The lawsuit is the latest development in a longstanding struggle between ballot petitioners and Republican legislators over citizen lawmaking. Jim Leach, the lawyer representing Dakotans for Health, said in his opening statement that the earlier petition deadline is an unlawful attack on a form of free speech.
“Three months of core political speech are eliminated, out the window, cannot happen,” Leach said.
The secretary of state’s lawyer, Assistant Attorney General Grant Flynn, said in his opening statement that Hansen proposed the new law to allow adequate time for resolving disputes about the validity of petition signatures.
“What he has attempted to do is place proper guardrails so this process can be used effectively,” Flynn said.
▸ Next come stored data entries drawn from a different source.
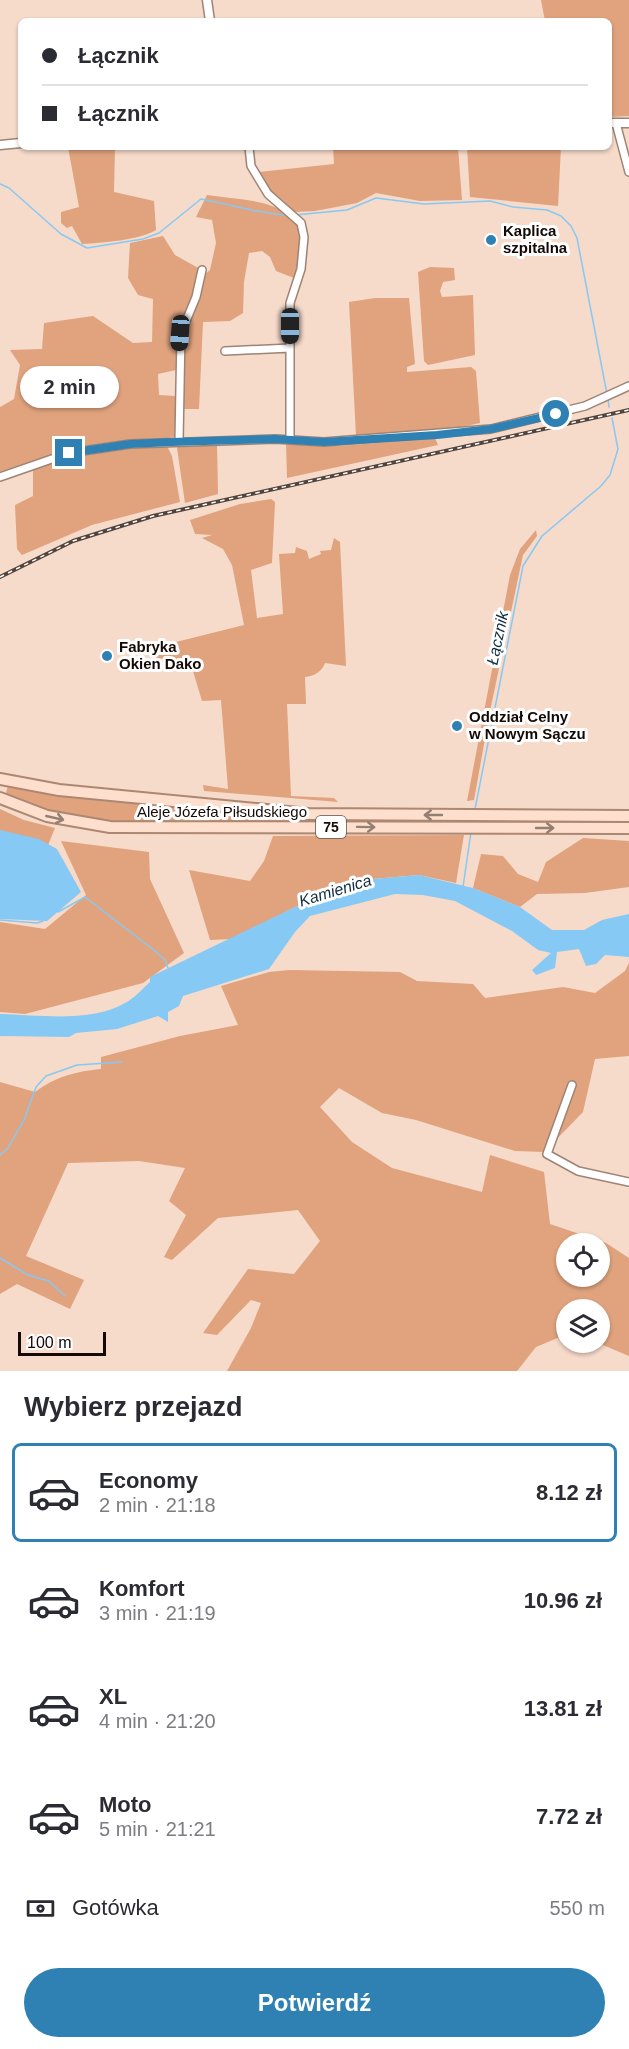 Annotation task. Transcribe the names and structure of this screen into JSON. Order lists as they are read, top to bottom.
{
  "streets": {
    "main road": ["Aleje Józefa Piłsudskiego", "75"]
  },
  "water": ["Łącznik", "Kamienica"],
  "places": ["Kaplica szpitalna", "Fabryka Okien Dako", "Oddział Celny w Nowym Sączu"],
  "scale_bar": "100 m",
  "page": {
    "banner": ["Łącznik", "Łącznik"],
    "bubble": "2 min",
    "scale": "100 m",
    "heading": "Wybierz przejazd",
    "list": [
      {
        "name": "Economy",
        "note": "2 min · 21:18",
        "value": "8.12 zł"
      },
      {
        "name": "Komfort",
        "note": "3 min · 21:19",
        "value": "10.96 zł"
      },
      {
        "name": "XL",
        "note": "4 min · 21:20",
        "value": "13.81 zł"
      },
      {
        "name": "Moto",
        "note": "5 min · 21:21",
        "value": "7.72 zł"
      }
    ],
    "pay": ["Gotówka", "550 m"],
    "buttons": "Potwierdź"
  }
} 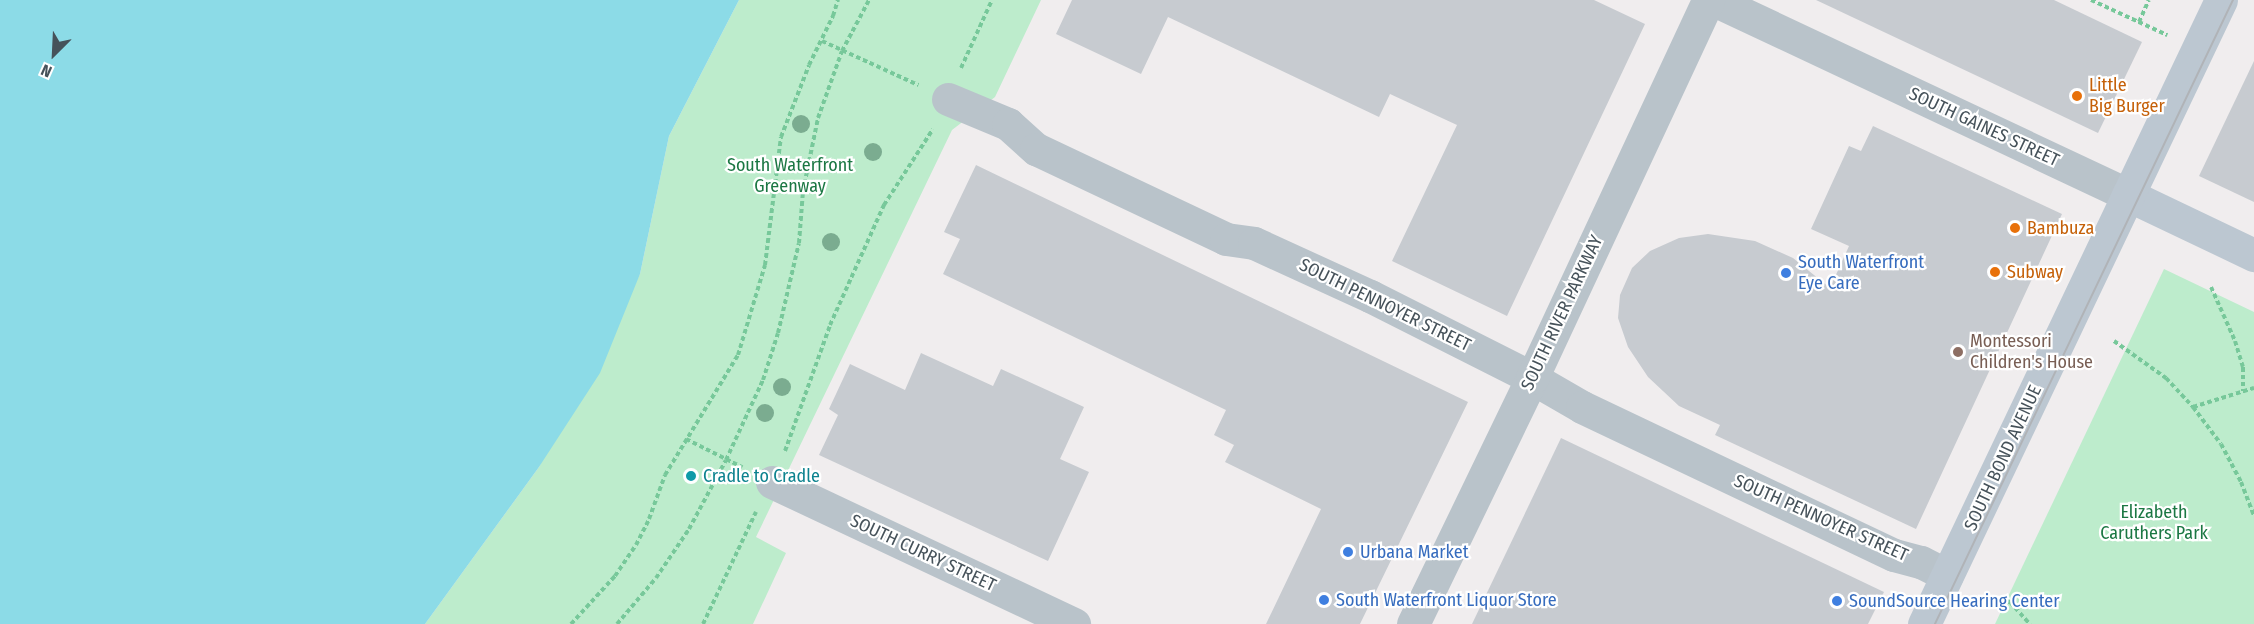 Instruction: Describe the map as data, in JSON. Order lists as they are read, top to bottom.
{
  "streets": {
    "street": [
      "SOUTH GAINES STREET",
      "SOUTH PENNOYER STREET",
      "SOUTH RIVER PARKWAY",
      "SOUTH BOND AVENUE",
      "SOUTH CURRY STREET"
    ]
  },
  "crossings": [
    ["SOUTH GAINES STREET", "SOUTH BOND AVENUE"],
    ["SOUTH PENNOYER STREET", "SOUTH RIVER PARKWAY"],
    ["SOUTH PENNOYER STREET", "SOUTH BOND AVENUE"]
  ],
  "parks": ["South Waterfront Greenway", "Elizabeth Caruthers Park"],
  "places": [
    "Little Big Burger",
    "Bambuza",
    "Subway",
    "South Waterfront Eye Care",
    "Montessori Children's House",
    "Cradle to Cradle",
    "Urbana Market",
    "South Waterfront Liquor Store",
    "SoundSource Hearing Center"
  ],
  "north": "bottom left"
} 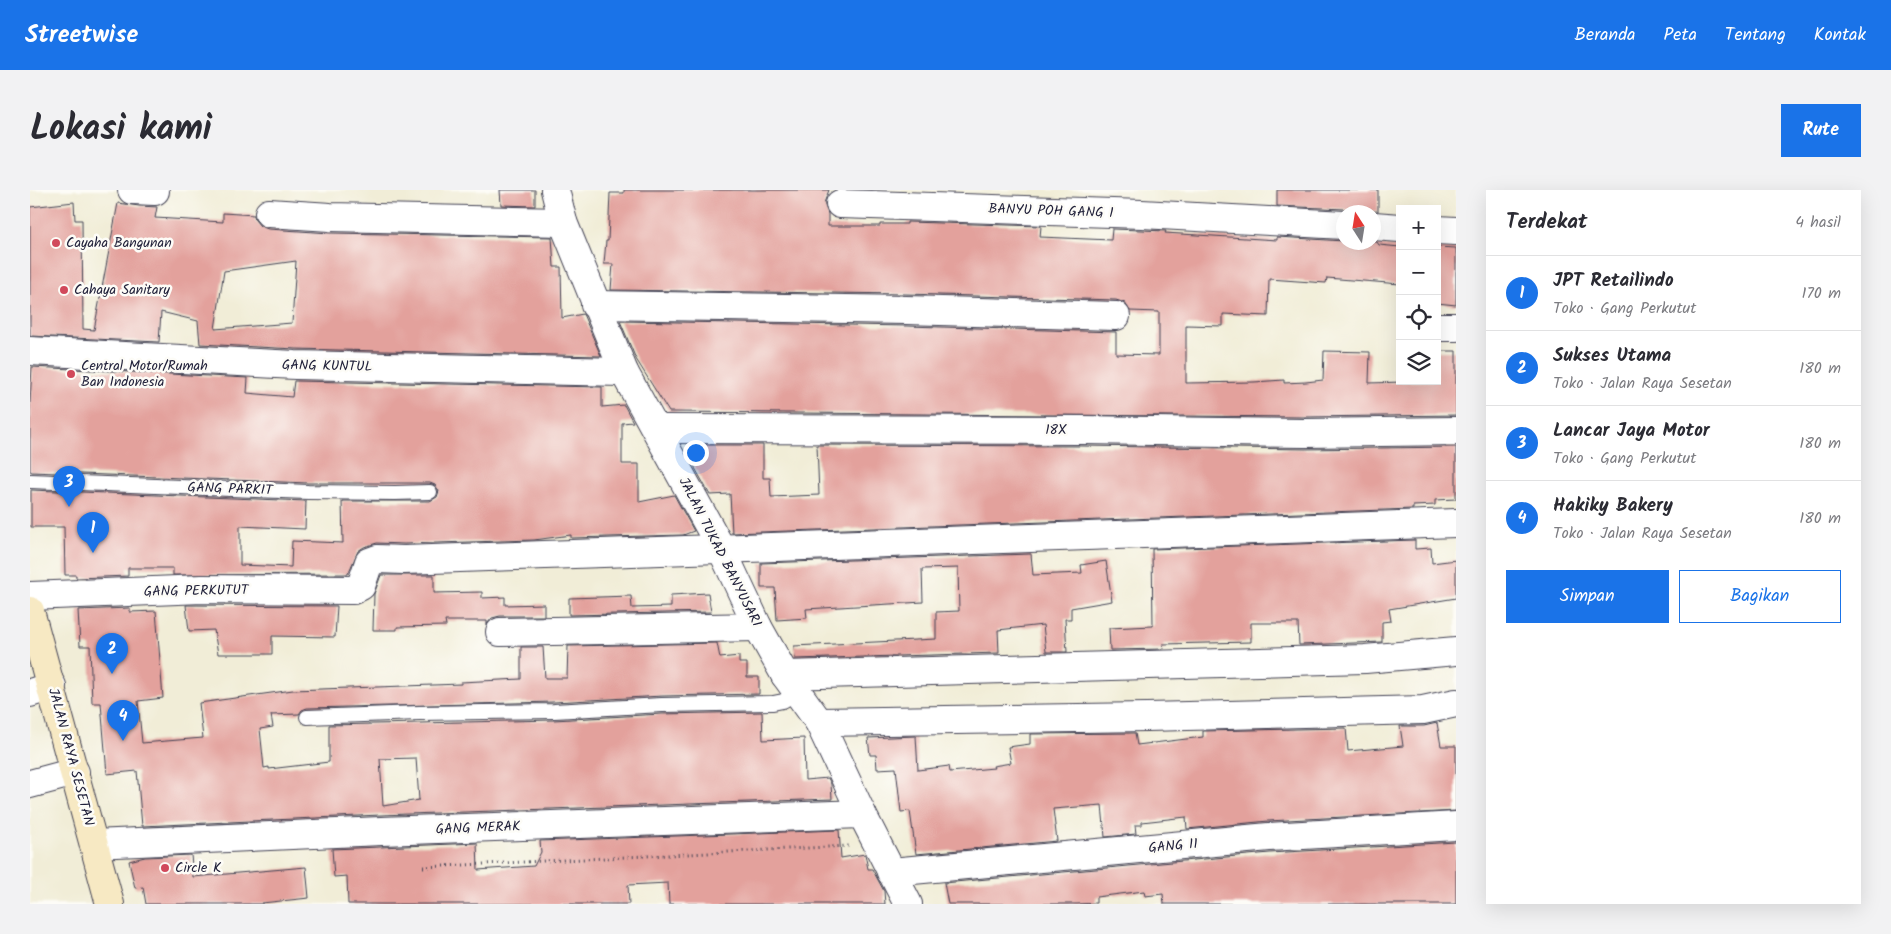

Several times during witness testimony, Leach pointed to bills Hansen has sponsored during his legislative career to restrict citizen lawmaking.
During this year’s legislative session, for example, Hansen prime-sponsored the bill to shorten the signature-gathering period and also prime-sponsored a bill adding justifications for the secretary of state to reject petition signatures, both of which passed. He co-sponsored a bill vetoed by the governor that would have required constitutional amendment petitions to have signatures from registered voters in each of the 35 state Senate districts. Existing law allows signatures to come from registered voters anywhere in the state.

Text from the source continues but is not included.